座標…。それに私の世界…。つまり、神の持つ世界と今俺達の世界は別で、別の世界から勇者を呼ぶには座標が関係し、座標がずれると呼ぶ事が出来ない……とか?


《次に勇者についてだ。勇者とは神の祝福を受け入れる事が出来た適性者の事だ》


そう言った瞬間、床が突如として光り輝き、何かしらの紋様が光の線で描かれ、紋様が完成された時、視界がブレて霞み、力が突然抜かれ、床へと倒れる。
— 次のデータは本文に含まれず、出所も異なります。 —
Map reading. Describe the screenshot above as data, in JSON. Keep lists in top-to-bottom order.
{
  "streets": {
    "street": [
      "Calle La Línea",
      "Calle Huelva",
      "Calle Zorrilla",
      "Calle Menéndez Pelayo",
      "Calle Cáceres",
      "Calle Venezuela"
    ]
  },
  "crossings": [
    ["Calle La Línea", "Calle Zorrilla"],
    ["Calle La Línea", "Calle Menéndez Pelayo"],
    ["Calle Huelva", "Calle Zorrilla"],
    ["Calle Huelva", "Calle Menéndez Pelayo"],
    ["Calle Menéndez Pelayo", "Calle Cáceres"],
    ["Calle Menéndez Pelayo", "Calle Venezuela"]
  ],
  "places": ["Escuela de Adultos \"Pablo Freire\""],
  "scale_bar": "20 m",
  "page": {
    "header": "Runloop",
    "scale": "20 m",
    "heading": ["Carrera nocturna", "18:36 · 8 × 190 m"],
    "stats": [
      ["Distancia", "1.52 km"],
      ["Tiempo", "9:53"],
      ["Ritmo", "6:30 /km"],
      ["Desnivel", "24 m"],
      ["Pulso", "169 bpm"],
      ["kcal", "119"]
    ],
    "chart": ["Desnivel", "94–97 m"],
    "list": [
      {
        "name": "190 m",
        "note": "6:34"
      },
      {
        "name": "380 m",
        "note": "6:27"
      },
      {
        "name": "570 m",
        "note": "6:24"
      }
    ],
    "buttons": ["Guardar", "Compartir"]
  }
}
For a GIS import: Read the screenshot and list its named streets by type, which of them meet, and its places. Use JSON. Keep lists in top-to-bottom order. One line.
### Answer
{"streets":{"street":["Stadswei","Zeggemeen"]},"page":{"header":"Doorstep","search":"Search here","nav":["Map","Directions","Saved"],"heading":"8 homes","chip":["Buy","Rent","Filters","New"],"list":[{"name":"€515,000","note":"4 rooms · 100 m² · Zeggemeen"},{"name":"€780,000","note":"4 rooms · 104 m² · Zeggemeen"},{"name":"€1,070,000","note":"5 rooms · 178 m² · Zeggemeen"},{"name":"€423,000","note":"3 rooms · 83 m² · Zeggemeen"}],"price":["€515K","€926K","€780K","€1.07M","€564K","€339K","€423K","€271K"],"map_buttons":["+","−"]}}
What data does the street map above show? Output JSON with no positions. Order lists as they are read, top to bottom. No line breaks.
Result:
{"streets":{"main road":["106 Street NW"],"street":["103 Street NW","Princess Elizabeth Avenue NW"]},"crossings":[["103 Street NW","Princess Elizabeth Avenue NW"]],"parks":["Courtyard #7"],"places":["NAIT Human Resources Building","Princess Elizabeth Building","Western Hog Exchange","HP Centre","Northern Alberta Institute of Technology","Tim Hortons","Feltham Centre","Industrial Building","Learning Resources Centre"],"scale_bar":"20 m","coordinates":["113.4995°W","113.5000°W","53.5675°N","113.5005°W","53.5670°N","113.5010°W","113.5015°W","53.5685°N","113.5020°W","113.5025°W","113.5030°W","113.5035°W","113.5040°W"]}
《今、無事に座っている事が出来てるのが適性者。つまりは勇者だ。そして今、床に這いつくばっているのが、祝福の適性がなく、祝福を受け入れられなかった者達だ》


つまり…。俺は失格という事か…。クソ…。身体が動く気配がない…。


《しかし、適性が無かった者達には自身の年齢分……つまりは十六年前に私の世界で転生してもらう。もし、勇者と共に戦う覚悟があるなら、私が土台を作ってやろう。勿論、足を引っ張らない者に限るが》


転生…だと…。つまり…今の俺は死ぬと云う事か…!


《それでは詳しい話はあちらの世界で聞いてくれ。それでは、行くぞ》


パチンと云う指を弾く音が空間に響き、床の紋様が強く発光しだす。くっ…!飛鳥…!飛鳥は…!


動かない身体を無理矢理動かして周りを見ると飛鳥の顔が俺の方を見ていた。…泣きそうで不安そうな顔で。


クソッ……!クソクソクソクソクソッ!!


俺は決めた!絶対に飛鳥を守ると!一人にしないと!だから…!


「絶対…待ってろ…!!絶対…絶対!!飛鳥!お前を守ってやるから!!待っ…!!」


言葉の途中で激しい光が襲い、意識は一気に奪われた。